By Don Robinson
Horses are at the heart of what makes Lexington, Kentucky unique. It is the unparalleled quality of our soils that makes Lexington the world's center of the equine industry.
The equine industry has been an important part of Lexington for over 200 years, with some of the first known racetracks in the region dating back to the late 1700s. Over the past two centuries, Lexington has proudly become the Horse Capital of the World, serving as home to some of the industry's biggest icons.
Numerous thoroughbred champions, like Man o' War, Citation, Seattle Slew, Zenyatta and American Pharoah, to name just a few, have been bred and raised in Fayette County. World-class farms like Calumet, Gainesway, Godolphin, and Spendthrift operate here. Some of the industry's most storied institutions–Keeneland, the Red Mile, Fasig-Tipton, and the Kentucky Horse Park–are here, and draw substantial numbers of visitors to our region each year. Global sporting events like the FEI World Equestrian Games and the Breeders' Cup have been hosted here. A study of the November 2022 Breeders' Cup at Keeneland found that the event had an $81 million impact on Fayette County.
Horses and Lexington are inextricably linked. The equine industry is a core part of our region's economy, history, and identity. The land on which we raise our horses is the foundation of the industry.
According to the Kentucky Thoroughbred Association, the equine industry is responsible for $6.5 billion in economic activity and a total of 60,494 jobs in the state of Kentucky. Much of that activity is centered in Lexington-Fayette County. Keeneland alone has a reported economic impact on Fayette County of nearly $600 million dollars annually, according to a University of Kentucky study conducted in 2015.

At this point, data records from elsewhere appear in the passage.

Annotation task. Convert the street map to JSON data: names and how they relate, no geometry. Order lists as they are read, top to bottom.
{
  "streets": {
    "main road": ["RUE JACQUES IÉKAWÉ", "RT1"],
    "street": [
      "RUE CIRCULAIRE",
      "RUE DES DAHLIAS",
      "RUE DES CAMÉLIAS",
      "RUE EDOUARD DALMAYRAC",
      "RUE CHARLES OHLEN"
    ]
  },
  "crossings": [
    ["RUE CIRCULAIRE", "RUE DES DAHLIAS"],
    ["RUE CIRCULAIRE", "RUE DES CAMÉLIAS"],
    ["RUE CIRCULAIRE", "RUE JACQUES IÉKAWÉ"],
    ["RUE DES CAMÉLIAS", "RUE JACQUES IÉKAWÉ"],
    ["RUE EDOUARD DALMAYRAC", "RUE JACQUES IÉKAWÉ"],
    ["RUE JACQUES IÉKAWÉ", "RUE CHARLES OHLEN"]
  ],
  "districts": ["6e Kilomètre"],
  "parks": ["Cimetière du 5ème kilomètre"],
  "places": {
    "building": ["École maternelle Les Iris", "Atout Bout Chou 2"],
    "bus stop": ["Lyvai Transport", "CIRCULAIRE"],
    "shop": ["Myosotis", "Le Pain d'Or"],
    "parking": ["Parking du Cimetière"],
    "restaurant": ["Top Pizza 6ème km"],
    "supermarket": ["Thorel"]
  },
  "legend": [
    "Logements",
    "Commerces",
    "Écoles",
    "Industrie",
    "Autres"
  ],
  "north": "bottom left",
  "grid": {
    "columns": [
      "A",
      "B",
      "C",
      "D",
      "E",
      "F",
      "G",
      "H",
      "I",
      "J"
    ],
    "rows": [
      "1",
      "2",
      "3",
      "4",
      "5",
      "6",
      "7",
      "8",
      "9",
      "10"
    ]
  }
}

Now consider this: what would happen if horse farms ceased to exist in Lexington-Fayette County because of urban sprawl? What would happen to our region if the equine industry left town, and instead our land was used for subdivisions and shopping centers?
Lexington is currently engaged in a critical land-use debate, the outcome of which could very well threaten the cornerstone of our economy and identity. The soils that support our industry are at risk.
The Lexington Fayette County Urban Council voted in June to expand the Urban Service Boundary (USB) by between 2,700 and 5,000 acres. The Council decision was made without any data justifying an expansion and was a rejection of the recommendations of the Planning Commission and Planning Staff. A committee was hastily organized and tasked with identifying specific areas of land that should be included in this expansion. The committee was given just seven weeks to complete this task; seven weeks to make a recommendation that will undoubtedly result in permanent land-use changes for Lexington-Fayette County.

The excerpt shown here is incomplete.